Monday, July 09, 2007

Crying rain

Water is pouring down the sky. I picture myself standing in the middle of the lawn, opening my arms and letting the raging raindrops wash over me, melting me into the ground. Just that I don't find the strength in me to get out of the balcony.

Saturday, July 07, 2007

7-7-7

An all 7 day today. What were you doing at 7 o'clock?

Thursday, July 05, 2007

The story of Sisyphus

I often find myself sympathising with Sisyphus. He was condemned by the gods to carry a stone up a mount in the underworld. A few steps to the summit where he could put his load down, the stone would fall down the hill and he would have to go back and carry it up again, and again, and again...

Monday, July 02, 2007

Love is not a victory march

It's a cold and it's a broken hallelujah

Tuesday, June 26, 2007

Illusion!

O' my goodness, I watched the entire movie, the illusionist, with the illusion that its main actress was Scarlet Johansen, and kept wondering howcome she looked so different in this movie!!!

Saturday, June 23, 2007

From an offline message

Life is short,
Break the rules,
Forgive quickly,
Kiss slowly,
Love truly,
Laugh uncontrollably,
And never regret anything that made you smile.

Friday, June 22, 2007

Music of the rain

Sleeping to the music of the rain,
yet one more of the life's simple pleasures.

Tuesday, June 19, 2007

Dreaming movies

I watched the two Kill Bills back to back on my laptop in my bed last night, then collapsed to sleep at 5 in the morning. And thus began the special features, the deleted scenes, the alternative endings, the sequal, even new characters in the plot. All in like 15 minute dream installments. I would dream a piece, wake up only to go back to sleep where another part was awaiting me. Not that pleasing, but quite an experience.

Thursday, June 14, 2007

"What'll you do when you get lonely ?"

Tonight I'm thinking, why should this particular song, among all the songs in the world, start with this verse?

Saturday, June 09, 2007

Cherries

With summer comes cherries, and we like it! Funny thing that anywhere in this country I have to be super careful not to buy anything with cherry flavor, and God knows lots of stuff are cherry flavored here! What's the irony: the cherries i like are Bing Cherries and the ones i hate are the american bright red ones which taste like cough syrup. Well the causality possibly is the other way around, cough syrups are cherry flavored!

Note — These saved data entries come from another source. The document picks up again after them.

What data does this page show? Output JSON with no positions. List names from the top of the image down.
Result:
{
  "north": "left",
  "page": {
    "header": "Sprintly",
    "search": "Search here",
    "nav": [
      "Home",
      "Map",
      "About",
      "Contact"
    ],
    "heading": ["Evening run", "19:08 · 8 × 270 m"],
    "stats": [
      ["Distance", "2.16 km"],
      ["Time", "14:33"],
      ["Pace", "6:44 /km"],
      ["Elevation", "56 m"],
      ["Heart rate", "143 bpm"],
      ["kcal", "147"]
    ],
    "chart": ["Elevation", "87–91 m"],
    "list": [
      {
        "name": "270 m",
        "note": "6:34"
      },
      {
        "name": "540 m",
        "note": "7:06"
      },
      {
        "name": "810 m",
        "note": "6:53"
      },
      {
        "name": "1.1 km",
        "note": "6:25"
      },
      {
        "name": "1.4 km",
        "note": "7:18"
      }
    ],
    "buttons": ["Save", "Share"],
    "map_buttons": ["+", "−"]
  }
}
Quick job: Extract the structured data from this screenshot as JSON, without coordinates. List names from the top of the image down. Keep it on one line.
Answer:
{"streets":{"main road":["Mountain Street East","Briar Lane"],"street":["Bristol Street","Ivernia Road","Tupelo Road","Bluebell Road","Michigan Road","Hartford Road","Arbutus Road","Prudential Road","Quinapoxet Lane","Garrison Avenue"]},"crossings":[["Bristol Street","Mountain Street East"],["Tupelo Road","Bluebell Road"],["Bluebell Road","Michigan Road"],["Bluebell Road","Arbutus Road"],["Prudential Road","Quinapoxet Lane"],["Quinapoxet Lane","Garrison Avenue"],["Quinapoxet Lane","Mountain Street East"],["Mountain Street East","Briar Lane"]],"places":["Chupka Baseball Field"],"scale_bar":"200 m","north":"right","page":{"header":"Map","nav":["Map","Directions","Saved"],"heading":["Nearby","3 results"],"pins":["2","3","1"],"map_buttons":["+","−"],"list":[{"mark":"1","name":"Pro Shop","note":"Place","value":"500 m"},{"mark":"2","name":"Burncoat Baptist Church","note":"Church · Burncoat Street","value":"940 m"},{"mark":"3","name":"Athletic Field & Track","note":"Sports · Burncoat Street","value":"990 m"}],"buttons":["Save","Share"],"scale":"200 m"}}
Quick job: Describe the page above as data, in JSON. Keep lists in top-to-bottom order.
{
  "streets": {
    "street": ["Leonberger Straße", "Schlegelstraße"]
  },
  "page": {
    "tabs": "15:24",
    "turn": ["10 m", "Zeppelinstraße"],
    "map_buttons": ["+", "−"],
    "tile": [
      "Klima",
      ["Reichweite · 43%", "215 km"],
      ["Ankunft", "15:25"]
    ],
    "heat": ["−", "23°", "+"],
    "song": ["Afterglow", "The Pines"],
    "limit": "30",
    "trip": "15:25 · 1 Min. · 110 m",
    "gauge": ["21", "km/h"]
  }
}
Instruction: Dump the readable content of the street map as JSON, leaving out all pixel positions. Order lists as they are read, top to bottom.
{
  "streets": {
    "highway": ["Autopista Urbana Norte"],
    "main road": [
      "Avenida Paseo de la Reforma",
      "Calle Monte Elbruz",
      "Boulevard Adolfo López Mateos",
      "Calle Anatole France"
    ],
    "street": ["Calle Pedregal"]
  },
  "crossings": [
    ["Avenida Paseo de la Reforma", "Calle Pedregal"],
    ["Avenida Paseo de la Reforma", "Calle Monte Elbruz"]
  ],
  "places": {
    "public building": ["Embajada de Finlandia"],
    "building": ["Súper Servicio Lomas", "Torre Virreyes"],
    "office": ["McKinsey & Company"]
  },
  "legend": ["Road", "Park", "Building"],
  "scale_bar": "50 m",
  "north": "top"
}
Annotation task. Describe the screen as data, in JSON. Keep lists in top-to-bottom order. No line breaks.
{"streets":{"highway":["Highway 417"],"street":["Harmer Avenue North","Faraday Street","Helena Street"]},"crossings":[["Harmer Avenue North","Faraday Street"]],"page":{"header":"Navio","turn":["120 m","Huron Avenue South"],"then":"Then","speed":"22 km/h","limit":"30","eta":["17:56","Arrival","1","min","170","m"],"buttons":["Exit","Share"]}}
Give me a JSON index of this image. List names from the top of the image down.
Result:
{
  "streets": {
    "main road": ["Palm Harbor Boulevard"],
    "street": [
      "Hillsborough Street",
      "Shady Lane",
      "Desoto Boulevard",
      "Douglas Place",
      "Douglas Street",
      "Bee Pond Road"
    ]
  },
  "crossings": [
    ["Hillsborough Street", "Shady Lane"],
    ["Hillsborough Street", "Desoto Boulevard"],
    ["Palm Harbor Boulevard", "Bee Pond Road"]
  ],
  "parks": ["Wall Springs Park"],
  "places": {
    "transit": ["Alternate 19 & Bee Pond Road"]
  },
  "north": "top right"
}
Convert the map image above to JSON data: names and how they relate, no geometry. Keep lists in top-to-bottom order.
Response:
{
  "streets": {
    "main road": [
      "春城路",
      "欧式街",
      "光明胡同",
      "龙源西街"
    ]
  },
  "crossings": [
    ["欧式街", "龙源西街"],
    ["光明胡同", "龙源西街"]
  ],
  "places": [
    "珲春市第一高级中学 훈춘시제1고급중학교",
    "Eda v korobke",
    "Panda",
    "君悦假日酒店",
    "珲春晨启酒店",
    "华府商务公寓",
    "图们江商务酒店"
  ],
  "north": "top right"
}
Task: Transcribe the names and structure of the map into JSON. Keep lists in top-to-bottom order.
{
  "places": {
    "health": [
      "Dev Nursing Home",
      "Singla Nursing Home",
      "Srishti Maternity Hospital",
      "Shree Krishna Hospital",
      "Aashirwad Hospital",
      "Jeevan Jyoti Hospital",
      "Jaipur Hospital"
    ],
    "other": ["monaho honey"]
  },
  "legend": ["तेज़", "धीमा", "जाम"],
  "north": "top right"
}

You know what, one good thing about visiting California in June is the Bing cherry harvest season. Lots of good cherries for cheap:)
Talking about cherries listen to this song, i liked it. It's called "Black Horse & The Cherry Tree".

Friday, June 08, 2007

Summer Jazz

The magic bus ate my doughnut!
This was the title of a piece in the Jazz concert I went to tonight. I take off my hat not to the composer of the piece but to the person who came up with this name for it ;-)

Sunday, June 03, 2007

I left my heart in San Francisco



Alas, only if it wasn't that bitterly cold even in June, San Francisco was my favorite city to live in:-)

P.S. A statue of Tony Bennett's "heart" is in San Francisco's Union Square.

Friday, June 01, 2007

West Express diaries, season finale!

I want to finish these diaries before I go back home. So let's see if we can finish it in this post...
We passed four national parks: Zion, Grand Canyon, Death valley, and Yosemite. Each spectacular in its own way.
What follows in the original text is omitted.